* RECORDS PROVIDED:
──────────
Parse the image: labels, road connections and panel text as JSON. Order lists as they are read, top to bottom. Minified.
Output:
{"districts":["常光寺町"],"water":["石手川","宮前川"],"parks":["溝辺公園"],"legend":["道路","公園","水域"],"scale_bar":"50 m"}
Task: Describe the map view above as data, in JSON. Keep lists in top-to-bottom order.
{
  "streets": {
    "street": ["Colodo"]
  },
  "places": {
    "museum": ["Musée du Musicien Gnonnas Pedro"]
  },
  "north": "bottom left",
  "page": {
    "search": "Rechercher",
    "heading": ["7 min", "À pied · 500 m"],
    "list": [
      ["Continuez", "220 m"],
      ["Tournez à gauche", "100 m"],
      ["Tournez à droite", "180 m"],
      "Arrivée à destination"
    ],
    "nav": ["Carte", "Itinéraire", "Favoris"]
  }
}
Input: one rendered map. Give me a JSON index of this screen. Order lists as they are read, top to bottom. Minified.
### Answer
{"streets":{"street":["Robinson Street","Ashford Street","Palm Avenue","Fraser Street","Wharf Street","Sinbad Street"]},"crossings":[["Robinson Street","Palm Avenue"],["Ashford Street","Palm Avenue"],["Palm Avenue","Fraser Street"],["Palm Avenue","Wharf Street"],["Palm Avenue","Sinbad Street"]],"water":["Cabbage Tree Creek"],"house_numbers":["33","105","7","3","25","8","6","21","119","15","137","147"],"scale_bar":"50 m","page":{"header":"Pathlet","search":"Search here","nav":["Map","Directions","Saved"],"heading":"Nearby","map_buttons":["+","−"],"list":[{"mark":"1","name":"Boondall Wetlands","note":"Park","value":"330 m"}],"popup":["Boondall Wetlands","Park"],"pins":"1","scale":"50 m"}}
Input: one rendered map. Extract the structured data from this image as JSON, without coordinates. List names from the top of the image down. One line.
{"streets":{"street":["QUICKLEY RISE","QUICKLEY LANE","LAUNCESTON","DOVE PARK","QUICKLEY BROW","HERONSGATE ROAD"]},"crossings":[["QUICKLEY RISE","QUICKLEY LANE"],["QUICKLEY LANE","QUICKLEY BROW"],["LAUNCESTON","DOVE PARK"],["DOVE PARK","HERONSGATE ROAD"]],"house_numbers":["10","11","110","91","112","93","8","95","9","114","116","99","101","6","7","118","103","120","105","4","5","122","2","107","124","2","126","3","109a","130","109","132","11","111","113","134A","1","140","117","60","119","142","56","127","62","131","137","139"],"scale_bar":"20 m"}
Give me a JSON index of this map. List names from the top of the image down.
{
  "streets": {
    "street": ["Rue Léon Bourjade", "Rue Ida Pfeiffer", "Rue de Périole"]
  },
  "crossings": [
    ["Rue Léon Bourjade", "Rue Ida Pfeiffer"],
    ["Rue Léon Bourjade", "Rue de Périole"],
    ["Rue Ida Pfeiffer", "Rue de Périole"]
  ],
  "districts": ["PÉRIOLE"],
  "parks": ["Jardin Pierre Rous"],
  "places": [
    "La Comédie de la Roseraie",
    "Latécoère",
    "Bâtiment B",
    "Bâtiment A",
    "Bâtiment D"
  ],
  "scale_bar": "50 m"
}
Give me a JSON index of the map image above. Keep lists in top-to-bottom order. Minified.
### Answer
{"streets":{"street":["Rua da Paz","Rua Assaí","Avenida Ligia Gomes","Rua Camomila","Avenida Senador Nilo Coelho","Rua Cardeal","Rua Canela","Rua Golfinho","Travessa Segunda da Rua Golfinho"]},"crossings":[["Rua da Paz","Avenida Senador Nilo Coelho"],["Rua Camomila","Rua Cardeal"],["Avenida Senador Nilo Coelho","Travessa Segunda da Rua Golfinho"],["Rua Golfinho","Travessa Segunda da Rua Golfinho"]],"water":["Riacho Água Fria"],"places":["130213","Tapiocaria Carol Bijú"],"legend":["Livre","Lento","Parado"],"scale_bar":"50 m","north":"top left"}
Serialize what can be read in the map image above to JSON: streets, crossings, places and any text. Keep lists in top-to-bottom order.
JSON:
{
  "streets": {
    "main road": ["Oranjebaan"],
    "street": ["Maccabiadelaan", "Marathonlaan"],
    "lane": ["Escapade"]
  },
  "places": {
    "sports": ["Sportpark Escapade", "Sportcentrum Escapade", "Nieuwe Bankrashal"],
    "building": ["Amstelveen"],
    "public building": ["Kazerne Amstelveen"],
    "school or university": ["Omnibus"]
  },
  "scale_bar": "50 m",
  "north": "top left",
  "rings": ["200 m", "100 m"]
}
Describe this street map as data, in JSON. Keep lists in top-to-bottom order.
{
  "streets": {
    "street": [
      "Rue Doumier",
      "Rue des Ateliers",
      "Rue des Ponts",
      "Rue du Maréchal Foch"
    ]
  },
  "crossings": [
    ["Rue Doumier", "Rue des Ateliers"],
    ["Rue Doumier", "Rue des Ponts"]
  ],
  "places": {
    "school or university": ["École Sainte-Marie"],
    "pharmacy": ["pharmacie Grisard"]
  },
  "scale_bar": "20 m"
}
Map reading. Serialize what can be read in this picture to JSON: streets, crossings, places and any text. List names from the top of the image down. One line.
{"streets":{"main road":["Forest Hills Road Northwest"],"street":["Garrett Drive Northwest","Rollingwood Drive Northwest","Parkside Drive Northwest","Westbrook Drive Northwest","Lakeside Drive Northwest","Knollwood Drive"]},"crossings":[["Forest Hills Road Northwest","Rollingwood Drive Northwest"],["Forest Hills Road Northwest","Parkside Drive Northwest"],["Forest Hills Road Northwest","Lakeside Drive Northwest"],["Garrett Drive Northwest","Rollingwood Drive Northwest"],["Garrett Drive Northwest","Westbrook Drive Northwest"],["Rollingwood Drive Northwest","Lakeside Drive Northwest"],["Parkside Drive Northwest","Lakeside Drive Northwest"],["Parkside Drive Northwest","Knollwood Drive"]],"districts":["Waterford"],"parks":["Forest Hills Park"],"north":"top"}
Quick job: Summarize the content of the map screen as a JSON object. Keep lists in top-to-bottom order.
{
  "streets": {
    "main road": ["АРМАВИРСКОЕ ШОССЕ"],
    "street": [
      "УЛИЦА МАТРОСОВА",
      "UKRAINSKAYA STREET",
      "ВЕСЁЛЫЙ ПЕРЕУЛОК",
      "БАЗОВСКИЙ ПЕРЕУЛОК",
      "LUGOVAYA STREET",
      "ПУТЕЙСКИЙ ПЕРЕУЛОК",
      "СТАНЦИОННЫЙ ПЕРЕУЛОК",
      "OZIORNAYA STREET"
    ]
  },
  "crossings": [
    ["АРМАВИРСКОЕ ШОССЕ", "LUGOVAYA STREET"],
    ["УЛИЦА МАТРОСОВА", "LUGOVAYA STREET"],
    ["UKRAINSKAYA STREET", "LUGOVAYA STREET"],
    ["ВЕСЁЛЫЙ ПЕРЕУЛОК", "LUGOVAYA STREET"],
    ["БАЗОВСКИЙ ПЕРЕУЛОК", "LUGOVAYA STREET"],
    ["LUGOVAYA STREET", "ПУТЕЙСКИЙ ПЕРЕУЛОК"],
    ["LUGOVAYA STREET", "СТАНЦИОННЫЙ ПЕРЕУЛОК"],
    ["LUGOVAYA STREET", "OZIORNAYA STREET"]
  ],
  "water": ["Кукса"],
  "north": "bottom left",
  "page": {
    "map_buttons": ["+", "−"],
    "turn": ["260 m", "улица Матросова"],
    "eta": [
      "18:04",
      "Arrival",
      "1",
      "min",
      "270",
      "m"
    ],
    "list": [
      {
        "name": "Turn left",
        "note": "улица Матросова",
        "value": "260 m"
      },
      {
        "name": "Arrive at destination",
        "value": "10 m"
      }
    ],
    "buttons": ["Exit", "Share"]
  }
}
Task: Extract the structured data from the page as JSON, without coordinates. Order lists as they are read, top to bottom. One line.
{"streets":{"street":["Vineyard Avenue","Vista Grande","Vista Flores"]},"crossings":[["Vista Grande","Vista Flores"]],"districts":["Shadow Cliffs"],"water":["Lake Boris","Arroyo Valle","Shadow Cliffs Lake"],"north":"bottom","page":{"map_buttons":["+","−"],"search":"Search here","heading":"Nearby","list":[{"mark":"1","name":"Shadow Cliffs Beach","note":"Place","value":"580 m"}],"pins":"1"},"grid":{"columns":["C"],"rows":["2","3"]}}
──────────
* WORK ITEM: Sift through the material above and copy each line that holds "Minified".

* SOLUTION FOR THIS PROBLEM:
Parse the image: labels, road connections and panel text as JSON. Order lists as they are read, top to bottom. Minified.
Input: one rendered map. Give me a JSON index of this screen. Order lists as they are read, top to bottom. Minified.
Give me a JSON index of the map image above. Keep lists in top-to-bottom order. Minified.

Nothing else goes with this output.